[Material shown]

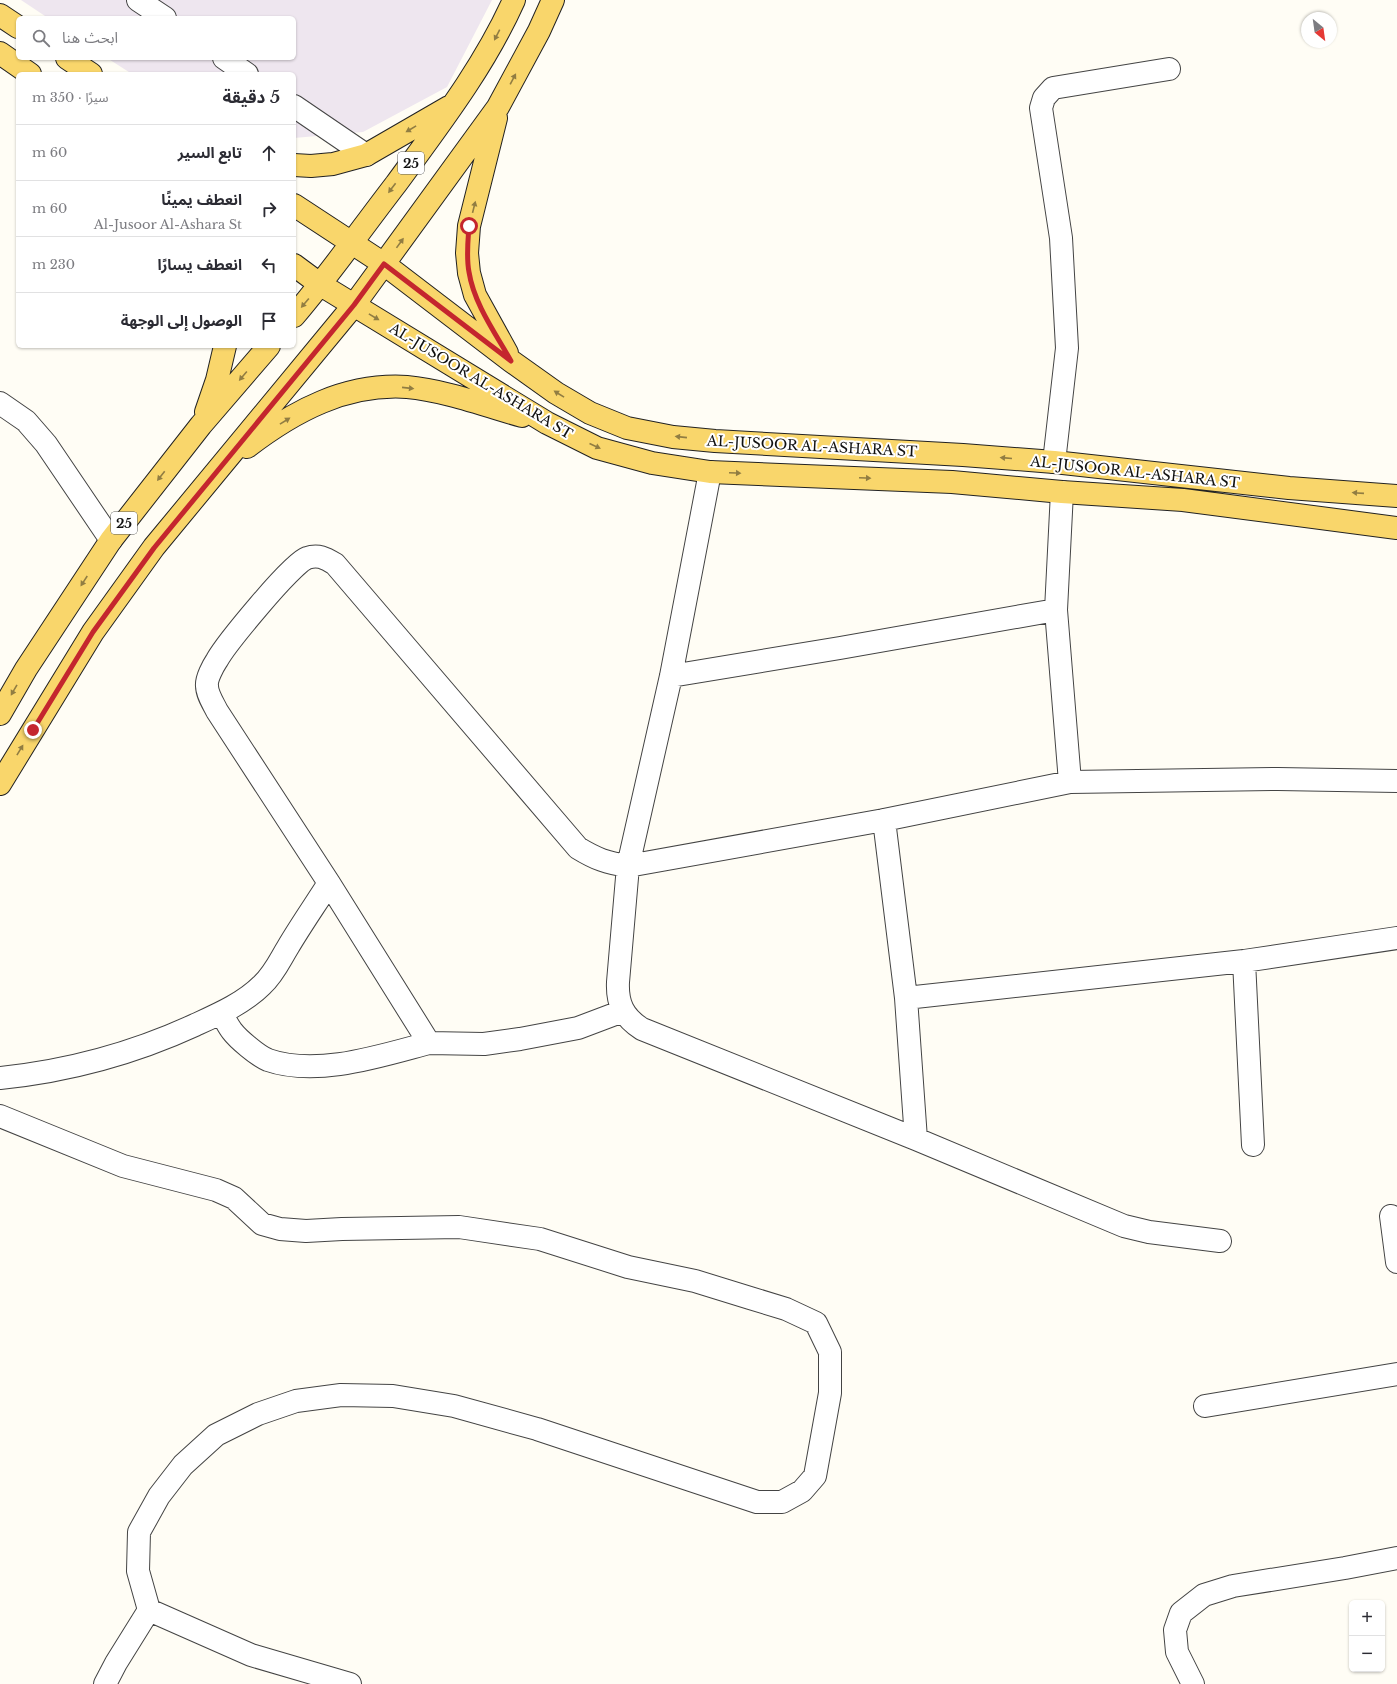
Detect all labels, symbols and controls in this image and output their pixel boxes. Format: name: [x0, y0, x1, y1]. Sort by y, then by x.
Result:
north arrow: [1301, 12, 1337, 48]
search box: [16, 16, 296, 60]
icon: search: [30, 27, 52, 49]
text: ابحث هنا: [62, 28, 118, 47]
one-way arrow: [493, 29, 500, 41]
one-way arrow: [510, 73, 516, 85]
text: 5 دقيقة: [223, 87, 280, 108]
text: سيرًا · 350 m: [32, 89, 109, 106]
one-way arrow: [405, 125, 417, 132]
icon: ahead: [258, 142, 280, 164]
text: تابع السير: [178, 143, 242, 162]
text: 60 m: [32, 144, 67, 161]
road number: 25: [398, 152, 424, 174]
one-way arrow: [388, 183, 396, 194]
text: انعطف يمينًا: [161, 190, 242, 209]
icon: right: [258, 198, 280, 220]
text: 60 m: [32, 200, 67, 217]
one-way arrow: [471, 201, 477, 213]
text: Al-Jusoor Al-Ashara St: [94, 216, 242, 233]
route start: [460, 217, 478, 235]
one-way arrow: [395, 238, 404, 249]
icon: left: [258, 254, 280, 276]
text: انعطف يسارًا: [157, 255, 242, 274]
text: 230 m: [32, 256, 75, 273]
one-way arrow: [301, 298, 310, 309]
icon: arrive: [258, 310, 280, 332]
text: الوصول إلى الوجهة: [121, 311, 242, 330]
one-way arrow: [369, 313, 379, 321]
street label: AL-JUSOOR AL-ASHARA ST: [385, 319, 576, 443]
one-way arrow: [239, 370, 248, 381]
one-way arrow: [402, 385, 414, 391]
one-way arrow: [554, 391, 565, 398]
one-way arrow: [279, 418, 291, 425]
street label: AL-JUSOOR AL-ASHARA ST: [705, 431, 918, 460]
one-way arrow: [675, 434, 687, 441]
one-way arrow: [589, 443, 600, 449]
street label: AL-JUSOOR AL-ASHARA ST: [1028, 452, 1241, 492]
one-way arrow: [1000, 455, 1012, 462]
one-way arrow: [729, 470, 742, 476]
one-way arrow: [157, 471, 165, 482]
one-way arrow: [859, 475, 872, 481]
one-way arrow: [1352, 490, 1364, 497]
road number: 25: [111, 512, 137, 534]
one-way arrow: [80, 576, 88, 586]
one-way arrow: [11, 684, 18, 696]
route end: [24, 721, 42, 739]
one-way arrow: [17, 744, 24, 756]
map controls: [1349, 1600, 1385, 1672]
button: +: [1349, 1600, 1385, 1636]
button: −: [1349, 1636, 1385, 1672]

[/Material shown]
[Material shown]

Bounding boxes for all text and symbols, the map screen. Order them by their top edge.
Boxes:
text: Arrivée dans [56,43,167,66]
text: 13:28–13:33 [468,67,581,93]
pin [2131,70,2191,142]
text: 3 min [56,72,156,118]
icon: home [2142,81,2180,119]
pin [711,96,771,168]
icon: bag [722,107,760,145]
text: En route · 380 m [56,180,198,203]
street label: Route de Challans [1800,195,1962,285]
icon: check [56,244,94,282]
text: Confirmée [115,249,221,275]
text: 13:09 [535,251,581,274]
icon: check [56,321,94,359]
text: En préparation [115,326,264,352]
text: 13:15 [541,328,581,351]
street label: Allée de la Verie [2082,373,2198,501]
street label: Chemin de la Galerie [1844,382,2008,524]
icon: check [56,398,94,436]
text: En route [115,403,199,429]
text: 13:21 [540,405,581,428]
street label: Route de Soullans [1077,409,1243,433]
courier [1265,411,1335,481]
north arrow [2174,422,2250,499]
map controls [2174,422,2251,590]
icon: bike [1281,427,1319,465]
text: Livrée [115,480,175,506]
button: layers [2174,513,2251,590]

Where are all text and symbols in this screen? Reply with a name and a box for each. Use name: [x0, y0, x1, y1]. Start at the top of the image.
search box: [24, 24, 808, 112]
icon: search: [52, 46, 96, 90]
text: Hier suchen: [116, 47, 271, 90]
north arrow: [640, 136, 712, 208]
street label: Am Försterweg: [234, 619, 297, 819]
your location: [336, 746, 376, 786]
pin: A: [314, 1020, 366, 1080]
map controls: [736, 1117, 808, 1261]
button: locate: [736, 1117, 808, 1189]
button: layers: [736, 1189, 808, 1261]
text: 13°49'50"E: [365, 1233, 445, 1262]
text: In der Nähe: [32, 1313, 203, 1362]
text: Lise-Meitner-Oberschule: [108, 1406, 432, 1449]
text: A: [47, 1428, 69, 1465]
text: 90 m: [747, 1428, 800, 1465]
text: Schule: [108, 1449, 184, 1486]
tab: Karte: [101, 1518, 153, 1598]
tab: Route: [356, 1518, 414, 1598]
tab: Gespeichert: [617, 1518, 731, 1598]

[/Material shown]
[Material shown]

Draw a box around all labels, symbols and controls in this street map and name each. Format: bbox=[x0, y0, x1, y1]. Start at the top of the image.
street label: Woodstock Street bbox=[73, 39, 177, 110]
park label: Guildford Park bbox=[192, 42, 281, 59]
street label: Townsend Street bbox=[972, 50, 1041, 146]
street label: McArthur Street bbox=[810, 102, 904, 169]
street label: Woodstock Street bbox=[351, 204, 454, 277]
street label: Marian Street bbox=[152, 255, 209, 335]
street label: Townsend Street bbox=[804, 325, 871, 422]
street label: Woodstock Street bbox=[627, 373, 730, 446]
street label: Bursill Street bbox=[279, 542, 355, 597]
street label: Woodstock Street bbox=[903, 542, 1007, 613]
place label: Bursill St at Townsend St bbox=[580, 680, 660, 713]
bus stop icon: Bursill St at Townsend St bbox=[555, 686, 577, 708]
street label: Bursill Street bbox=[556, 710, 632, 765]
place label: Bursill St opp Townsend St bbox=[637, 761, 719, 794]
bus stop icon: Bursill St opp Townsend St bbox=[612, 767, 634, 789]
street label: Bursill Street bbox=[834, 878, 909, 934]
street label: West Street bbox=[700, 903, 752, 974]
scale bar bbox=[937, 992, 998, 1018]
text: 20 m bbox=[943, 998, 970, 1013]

[/Material shown]

▶ Task objective
Find the word "number" in the entries above. Copy every line that has it.

▶ Expected answer
road number: 25: [398, 152, 424, 174]
road number: 25: [111, 512, 137, 534]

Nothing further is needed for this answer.